### TASK INSTRUCTIONS
Starting at the line with "Give me a JSON index of the map view." and going on through the line with "Task: Convert the", reproduce each line in the records below exactly and nothing more.

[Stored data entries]
___

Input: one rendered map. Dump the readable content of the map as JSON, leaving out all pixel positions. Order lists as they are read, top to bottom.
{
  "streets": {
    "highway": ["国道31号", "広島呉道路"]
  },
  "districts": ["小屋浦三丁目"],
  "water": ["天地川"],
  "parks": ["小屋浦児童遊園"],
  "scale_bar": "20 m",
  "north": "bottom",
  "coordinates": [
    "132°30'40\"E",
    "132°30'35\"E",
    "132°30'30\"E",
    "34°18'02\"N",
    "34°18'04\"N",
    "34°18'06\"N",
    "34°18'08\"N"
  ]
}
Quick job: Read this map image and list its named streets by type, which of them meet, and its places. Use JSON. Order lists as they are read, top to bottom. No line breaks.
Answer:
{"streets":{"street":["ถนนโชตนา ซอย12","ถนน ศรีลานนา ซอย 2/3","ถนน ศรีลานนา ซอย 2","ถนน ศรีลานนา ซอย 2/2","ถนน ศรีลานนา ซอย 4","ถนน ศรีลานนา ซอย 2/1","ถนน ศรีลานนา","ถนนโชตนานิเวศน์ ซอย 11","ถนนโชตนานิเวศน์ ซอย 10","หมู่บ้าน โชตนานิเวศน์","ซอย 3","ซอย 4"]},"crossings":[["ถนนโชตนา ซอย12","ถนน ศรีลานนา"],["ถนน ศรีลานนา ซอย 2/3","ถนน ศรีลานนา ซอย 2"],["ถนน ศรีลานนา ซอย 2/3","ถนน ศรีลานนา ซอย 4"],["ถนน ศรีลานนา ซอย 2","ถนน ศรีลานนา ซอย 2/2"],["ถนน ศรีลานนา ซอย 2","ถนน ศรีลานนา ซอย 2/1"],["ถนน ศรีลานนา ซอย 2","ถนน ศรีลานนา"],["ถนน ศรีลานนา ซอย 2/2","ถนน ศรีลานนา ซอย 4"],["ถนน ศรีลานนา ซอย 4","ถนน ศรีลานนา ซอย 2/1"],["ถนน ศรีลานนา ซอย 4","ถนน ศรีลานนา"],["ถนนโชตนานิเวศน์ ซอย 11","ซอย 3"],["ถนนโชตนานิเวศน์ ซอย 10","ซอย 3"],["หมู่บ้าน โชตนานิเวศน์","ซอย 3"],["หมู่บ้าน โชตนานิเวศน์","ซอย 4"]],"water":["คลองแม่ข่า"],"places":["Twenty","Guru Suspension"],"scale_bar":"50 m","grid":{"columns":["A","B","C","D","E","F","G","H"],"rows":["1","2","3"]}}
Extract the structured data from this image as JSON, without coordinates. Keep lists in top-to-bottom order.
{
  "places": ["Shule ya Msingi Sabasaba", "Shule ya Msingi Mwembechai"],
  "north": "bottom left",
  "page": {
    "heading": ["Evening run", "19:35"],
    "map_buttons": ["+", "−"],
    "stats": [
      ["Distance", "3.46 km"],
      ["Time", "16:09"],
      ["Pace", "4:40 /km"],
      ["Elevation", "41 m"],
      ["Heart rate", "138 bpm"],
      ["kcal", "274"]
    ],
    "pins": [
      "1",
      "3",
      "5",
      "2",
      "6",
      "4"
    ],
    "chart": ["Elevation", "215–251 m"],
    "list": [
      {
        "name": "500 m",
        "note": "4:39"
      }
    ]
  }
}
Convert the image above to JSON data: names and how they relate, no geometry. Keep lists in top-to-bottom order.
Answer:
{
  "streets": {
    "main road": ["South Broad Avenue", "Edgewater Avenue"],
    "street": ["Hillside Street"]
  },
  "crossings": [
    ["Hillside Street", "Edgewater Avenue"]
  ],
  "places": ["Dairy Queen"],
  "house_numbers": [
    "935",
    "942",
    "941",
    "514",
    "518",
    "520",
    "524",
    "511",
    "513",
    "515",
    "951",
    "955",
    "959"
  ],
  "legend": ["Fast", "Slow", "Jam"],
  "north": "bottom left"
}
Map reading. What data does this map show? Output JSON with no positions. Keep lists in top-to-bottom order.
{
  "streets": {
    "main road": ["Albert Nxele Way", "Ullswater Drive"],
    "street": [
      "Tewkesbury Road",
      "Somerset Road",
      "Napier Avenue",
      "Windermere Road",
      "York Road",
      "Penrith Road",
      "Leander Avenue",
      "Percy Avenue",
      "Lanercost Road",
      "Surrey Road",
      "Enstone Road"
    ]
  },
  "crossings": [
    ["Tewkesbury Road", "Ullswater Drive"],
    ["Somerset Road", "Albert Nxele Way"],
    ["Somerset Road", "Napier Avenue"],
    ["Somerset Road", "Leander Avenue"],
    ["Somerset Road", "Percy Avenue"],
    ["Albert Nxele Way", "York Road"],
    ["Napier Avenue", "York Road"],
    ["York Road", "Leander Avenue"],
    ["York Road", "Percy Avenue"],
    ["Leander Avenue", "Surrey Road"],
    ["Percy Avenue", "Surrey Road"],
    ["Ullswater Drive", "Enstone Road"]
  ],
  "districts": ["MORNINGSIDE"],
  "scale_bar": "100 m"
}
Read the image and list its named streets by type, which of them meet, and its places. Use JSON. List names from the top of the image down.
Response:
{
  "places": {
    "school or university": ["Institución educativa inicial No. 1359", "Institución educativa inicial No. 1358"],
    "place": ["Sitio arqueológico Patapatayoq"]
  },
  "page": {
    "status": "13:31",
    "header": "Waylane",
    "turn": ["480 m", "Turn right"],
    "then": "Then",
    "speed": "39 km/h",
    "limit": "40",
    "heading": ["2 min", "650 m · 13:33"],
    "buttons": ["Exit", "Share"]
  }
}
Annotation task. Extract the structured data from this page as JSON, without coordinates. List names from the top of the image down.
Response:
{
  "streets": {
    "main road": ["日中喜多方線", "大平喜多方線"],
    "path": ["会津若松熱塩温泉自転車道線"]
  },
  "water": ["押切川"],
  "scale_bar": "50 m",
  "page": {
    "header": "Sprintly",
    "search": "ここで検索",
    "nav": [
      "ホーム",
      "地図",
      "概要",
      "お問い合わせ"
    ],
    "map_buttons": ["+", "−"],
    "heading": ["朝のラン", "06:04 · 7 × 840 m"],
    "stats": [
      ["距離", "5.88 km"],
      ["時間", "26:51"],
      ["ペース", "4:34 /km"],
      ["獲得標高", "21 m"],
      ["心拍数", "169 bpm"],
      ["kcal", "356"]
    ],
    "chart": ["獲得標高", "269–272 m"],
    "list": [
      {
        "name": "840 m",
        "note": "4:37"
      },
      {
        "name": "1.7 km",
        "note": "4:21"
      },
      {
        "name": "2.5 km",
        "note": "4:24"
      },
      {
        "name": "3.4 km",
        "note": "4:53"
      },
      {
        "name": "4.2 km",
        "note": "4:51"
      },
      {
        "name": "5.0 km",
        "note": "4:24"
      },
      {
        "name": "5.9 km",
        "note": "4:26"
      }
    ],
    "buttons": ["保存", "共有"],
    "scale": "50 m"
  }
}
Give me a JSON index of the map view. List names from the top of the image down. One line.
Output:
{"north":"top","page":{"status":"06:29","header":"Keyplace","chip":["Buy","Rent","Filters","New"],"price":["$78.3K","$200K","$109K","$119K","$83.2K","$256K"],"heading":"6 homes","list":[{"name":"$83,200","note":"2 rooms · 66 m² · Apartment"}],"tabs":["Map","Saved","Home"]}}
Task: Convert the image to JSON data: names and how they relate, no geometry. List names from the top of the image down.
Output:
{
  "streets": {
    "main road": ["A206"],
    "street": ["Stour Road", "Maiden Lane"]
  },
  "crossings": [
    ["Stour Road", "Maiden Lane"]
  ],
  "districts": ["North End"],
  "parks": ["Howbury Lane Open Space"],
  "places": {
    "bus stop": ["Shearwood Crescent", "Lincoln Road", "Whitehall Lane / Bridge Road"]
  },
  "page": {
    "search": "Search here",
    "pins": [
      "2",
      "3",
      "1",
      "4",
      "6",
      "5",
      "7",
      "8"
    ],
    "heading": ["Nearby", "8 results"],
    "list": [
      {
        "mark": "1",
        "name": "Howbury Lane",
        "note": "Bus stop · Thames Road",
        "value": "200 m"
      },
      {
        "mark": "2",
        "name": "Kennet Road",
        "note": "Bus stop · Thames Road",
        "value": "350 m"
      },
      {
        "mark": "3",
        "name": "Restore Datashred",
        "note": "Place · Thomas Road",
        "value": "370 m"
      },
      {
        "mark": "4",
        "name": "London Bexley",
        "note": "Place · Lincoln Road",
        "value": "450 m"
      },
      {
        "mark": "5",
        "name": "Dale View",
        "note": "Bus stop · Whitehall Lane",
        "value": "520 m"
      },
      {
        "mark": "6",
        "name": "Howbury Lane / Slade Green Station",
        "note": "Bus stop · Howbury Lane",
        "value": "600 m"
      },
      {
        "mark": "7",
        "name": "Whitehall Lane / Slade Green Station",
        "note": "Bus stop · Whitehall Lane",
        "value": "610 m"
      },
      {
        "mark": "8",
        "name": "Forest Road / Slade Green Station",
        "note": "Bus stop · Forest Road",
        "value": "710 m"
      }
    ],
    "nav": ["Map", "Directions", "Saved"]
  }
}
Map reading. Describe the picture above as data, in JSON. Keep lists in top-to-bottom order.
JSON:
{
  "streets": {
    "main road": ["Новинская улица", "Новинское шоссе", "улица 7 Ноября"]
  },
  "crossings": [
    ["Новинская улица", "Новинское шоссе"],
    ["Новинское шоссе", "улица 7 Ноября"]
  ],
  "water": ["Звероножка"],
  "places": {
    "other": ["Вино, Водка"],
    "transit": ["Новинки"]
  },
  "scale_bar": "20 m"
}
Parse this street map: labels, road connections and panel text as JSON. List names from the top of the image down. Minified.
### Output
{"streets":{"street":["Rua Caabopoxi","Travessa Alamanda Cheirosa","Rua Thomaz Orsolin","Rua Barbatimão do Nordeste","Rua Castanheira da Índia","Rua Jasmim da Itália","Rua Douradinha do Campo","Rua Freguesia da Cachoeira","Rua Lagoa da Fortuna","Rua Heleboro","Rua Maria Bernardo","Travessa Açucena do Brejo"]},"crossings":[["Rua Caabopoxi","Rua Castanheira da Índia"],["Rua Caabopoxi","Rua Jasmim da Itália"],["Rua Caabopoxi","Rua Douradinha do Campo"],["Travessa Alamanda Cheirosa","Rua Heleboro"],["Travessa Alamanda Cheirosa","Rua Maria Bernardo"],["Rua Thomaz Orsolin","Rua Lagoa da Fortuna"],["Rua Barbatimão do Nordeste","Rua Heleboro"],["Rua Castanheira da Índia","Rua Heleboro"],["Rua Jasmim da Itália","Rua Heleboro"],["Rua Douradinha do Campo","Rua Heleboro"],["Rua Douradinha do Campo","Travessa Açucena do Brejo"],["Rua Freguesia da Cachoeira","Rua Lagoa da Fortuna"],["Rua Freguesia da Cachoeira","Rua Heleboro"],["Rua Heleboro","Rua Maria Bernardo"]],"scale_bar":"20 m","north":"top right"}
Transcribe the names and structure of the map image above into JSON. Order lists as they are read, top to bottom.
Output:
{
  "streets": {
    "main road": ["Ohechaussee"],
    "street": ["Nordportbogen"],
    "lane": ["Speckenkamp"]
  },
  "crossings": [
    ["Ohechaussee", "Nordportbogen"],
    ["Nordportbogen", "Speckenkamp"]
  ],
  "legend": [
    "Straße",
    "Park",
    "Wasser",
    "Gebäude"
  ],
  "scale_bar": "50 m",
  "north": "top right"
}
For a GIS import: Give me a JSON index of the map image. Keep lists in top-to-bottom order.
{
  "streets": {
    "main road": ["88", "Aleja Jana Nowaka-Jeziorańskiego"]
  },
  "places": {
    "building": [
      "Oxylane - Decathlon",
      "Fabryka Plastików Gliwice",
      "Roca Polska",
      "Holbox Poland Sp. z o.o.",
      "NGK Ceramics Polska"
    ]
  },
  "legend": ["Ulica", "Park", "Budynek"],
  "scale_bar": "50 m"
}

___

### EXERCISE RESPONSE
Give me a JSON index of the map view. List names from the top of the image down. One line.
Output:
{"north":"top","page":{"status":"06:29","header":"Keyplace","chip":["Buy","Rent","Filters","New"],"price":["$78.3K","$200K","$109K","$119K","$83.2K","$256K"],"heading":"6 homes","list":[{"name":"$83,200","note":"2 rooms · 66 m² · Apartment"}],"tabs":["Map","Saved","Home"]}}
Task: Convert the image to JSON data: names and how they relate, no geometry. List names from the top of the image down.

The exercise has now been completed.